▶ [Directions for this task] Print every line of the data exactly as shown.

(Saved entries)
——————

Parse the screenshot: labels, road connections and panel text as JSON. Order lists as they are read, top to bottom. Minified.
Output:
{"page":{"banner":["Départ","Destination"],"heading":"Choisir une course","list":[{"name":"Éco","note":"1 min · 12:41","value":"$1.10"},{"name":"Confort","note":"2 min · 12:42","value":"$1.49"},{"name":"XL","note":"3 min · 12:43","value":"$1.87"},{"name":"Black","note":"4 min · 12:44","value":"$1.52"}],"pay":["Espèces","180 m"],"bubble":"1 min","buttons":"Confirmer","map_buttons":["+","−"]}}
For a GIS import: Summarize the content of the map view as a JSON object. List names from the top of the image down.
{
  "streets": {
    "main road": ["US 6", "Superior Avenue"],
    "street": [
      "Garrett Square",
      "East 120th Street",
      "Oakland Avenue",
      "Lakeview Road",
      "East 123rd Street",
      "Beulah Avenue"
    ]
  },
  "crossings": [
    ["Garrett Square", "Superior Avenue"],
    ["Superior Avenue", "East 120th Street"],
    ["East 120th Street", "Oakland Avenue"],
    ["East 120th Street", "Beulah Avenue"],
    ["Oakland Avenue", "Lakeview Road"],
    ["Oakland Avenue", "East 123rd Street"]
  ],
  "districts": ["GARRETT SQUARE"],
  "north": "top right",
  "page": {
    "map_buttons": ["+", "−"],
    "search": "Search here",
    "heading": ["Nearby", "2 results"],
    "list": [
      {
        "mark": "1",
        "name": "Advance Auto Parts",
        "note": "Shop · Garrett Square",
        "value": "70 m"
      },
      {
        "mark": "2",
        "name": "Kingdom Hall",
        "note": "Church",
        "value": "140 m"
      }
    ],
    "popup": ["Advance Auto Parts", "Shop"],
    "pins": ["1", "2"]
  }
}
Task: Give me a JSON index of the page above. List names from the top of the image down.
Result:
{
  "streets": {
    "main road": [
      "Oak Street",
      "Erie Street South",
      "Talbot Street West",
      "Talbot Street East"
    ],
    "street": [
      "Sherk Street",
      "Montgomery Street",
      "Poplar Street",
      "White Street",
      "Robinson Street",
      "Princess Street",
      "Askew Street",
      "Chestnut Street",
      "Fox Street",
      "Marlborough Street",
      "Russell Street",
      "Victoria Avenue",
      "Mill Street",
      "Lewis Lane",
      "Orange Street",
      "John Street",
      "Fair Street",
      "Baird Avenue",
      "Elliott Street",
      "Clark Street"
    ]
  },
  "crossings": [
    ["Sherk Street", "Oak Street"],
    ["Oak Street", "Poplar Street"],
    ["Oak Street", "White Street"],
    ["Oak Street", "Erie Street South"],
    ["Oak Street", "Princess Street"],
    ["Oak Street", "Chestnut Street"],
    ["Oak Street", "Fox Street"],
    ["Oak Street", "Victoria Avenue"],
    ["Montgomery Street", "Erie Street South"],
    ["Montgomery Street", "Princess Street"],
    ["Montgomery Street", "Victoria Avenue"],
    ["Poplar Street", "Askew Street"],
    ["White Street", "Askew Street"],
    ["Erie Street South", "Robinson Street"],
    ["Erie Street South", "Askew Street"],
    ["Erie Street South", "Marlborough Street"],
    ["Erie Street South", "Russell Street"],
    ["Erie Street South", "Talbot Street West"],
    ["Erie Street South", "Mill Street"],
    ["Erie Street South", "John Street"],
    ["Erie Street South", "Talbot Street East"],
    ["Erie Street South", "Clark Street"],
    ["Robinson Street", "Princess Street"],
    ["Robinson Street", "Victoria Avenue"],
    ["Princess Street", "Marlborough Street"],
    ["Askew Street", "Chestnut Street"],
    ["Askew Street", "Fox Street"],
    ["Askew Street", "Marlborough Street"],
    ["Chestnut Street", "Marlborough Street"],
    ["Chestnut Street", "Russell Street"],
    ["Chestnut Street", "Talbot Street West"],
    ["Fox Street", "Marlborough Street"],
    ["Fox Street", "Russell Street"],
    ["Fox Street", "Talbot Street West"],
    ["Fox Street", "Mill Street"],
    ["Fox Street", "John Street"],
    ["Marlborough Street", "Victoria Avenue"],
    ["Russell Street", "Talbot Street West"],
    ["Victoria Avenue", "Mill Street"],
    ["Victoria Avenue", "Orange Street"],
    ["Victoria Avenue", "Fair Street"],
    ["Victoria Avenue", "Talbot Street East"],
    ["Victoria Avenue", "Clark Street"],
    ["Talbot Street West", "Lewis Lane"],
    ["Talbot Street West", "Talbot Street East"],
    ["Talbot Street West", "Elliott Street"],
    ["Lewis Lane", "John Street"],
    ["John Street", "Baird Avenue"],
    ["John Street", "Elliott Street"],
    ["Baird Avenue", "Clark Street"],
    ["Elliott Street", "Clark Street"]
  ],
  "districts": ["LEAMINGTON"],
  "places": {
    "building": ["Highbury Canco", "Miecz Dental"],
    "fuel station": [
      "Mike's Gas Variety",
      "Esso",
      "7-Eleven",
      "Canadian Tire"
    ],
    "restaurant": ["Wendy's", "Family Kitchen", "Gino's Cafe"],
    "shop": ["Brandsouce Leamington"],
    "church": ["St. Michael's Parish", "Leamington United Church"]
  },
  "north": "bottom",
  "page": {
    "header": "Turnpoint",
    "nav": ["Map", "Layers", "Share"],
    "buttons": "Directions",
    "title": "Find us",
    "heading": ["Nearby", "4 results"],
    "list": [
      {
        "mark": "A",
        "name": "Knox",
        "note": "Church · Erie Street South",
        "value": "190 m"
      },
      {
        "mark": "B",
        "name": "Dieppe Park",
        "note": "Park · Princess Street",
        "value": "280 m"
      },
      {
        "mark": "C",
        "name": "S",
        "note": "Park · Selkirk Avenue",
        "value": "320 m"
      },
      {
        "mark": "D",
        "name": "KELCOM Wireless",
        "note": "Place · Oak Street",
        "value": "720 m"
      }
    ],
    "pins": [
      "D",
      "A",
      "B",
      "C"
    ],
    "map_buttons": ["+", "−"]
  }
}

——————

▶ [Result of the exercise]
Parse the screenshot: labels, road connections and panel text as JSON. Order lists as they are read, top to bottom. Minified.
Output:
{"page":{"banner":["Départ","Destination"],"heading":"Choisir une course","list":[{"name":"Éco","note":"1 min · 12:41","value":"$1.10"},{"name":"Confort","note":"2 min · 12:42","value":"$1.49"},{"name":"XL","note":"3 min · 12:43","value":"$1.87"},{"name":"Black","note":"4 min · 12:44","value":"$1.52"}],"pay":["Espèces","180 m"],"bubble":"1 min","buttons":"Confirmer","map_buttons":["+","−"]}}
For a GIS import: Summarize the content of the map view as a JSON object. List names from the top of the image down.
{
  "streets": {
    "main road": ["US 6", "Superior Avenue"],
    "street": [
      "Garrett Square",
      "East 120th Street",
      "Oakland Avenue",
      "Lakeview Road",
      "East 123rd Street",
      "Beulah Avenue"
    ]
  },
  "crossings": [
    ["Garrett Square", "Superior Avenue"],
    ["Superior Avenue", "East 120th Street"],
    ["East 120th Street", "Oakland Avenue"],
    ["East 120th Street", "Beulah Avenue"],
    ["Oakland Avenue", "Lakeview Road"],
    ["Oakland Avenue", "East 123rd Street"]
  ],
  "districts": ["GARRETT SQUARE"],
  "north": "top right",
  "page": {
    "map_buttons": ["+", "−"],
    "search": "Search here",
    "heading": ["Nearby", "2 results"],
    "list": [
      {
        "mark": "1",
        "name": "Advance Auto Parts",
        "note": "Shop · Garrett Square",
        "value": "70 m"
      },
      {
        "mark": "2",
        "name": "Kingdom Hall",
        "note": "Church",
        "value": "140 m"
      }
    ],
    "popup": ["Advance Auto Parts", "Shop"],
    "pins": ["1", "2"]
  }
}
Task: Give me a JSON index of the page above. List names from the top of the image down.
Result:
{
  "streets": {
    "main road": [
      "Oak Street",
      "Erie Street South",
      "Talbot Street West",
      "Talbot Street East"
    ],
    "street": [
      "Sherk Street",
      "Montgomery Street",
      "Poplar Street",
      "White Street",
      "Robinson Street",
      "Princess Street",
      "Askew Street",
      "Chestnut Street",
      "Fox Street",
      "Marlborough Street",
      "Russell Street",
      "Victoria Avenue",
      "Mill Street",
      "Lewis Lane",
      "Orange Street",
      "John Street",
      "Fair Street",
      "Baird Avenue",
      "Elliott Street",
      "Clark Street"
    ]
  },
  "crossings": [
    ["Sherk Street", "Oak Street"],
    ["Oak Street", "Poplar Street"],
    ["Oak Street", "White Street"],
    ["Oak Street", "Erie Street South"],
    ["Oak Street", "Princess Street"],
    ["Oak Street", "Chestnut Street"],
    ["Oak Street", "Fox Street"],
    ["Oak Street", "Victoria Avenue"],
    ["Montgomery Street", "Erie Street South"],
    ["Montgomery Street", "Princess Street"],
    ["Montgomery Street", "Victoria Avenue"],
    ["Poplar Street", "Askew Street"],
    ["White Street", "Askew Street"],
    ["Erie Street South", "Robinson Street"],
    ["Erie Street South", "Askew Street"],
    ["Erie Street South", "Marlborough Street"],
    ["Erie Street South", "Russell Street"],
    ["Erie Street South", "Talbot Street West"],
    ["Erie Street South", "Mill Street"],
    ["Erie Street South", "John Street"],
    ["Erie Street South", "Talbot Street East"],
    ["Erie Street South", "Clark Street"],
    ["Robinson Street", "Princess Street"],
    ["Robinson Street", "Victoria Avenue"],
    ["Princess Street", "Marlborough Street"],
    ["Askew Street", "Chestnut Street"],
    ["Askew Street", "Fox Street"],
    ["Askew Street", "Marlborough Street"],
    ["Chestnut Street", "Marlborough Street"],
    ["Chestnut Street", "Russell Street"],
    ["Chestnut Street", "Talbot Street West"],
    ["Fox Street", "Marlborough Street"],
    ["Fox Street", "Russell Street"],
    ["Fox Street", "Talbot Street West"],
    ["Fox Street", "Mill Street"],
    ["Fox Street", "John Street"],
    ["Marlborough Street", "Victoria Avenue"],
    ["Russell Street", "Talbot Street West"],
    ["Victoria Avenue", "Mill Street"],
    ["Victoria Avenue", "Orange Street"],
    ["Victoria Avenue", "Fair Street"],
    ["Victoria Avenue", "Talbot Street East"],
    ["Victoria Avenue", "Clark Street"],
    ["Talbot Street West", "Lewis Lane"],
    ["Talbot Street West", "Talbot Street East"],
    ["Talbot Street West", "Elliott Street"],
    ["Lewis Lane", "John Street"],
    ["John Street", "Baird Avenue"],
    ["John Street", "Elliott Street"],
    ["Baird Avenue", "Clark Street"],
    ["Elliott Street", "Clark Street"]
  ],
  "districts": ["LEAMINGTON"],
  "places": {
    "building": ["Highbury Canco", "Miecz Dental"],
    "fuel station": [
      "Mike's Gas Variety",
      "Esso",
      "7-Eleven",
      "Canadian Tire"
    ],
    "restaurant": ["Wendy's", "Family Kitchen", "Gino's Cafe"],
    "shop": ["Brandsouce Leamington"],
    "church": ["St. Michael's Parish", "Leamington United Church"]
  },
  "north": "bottom",
  "page": {
    "header": "Turnpoint",
    "nav": ["Map", "Layers", "Share"],
    "buttons": "Directions",
    "title": "Find us",
    "heading": ["Nearby", "4 results"],
    "list": [
      {
        "mark": "A",
        "name": "Knox",
        "note": "Church · Erie Street South",
        "value": "190 m"
      },
      {
        "mark": "B",
        "name": "Dieppe Park",
        "note": "Park · Princess Street",
        "value": "280 m"
      },
      {
        "mark": "C",
        "name": "S",
        "note": "Park · Selkirk Avenue",
        "value": "320 m"
      },
      {
        "mark": "D",
        "name": "KELCOM Wireless",
        "note": "Place · Oak Street",
        "value": "720 m"
      }
    ],
    "pins": [
      "D",
      "A",
      "B",
      "C"
    ],
    "map_buttons": ["+", "−"]
  }
}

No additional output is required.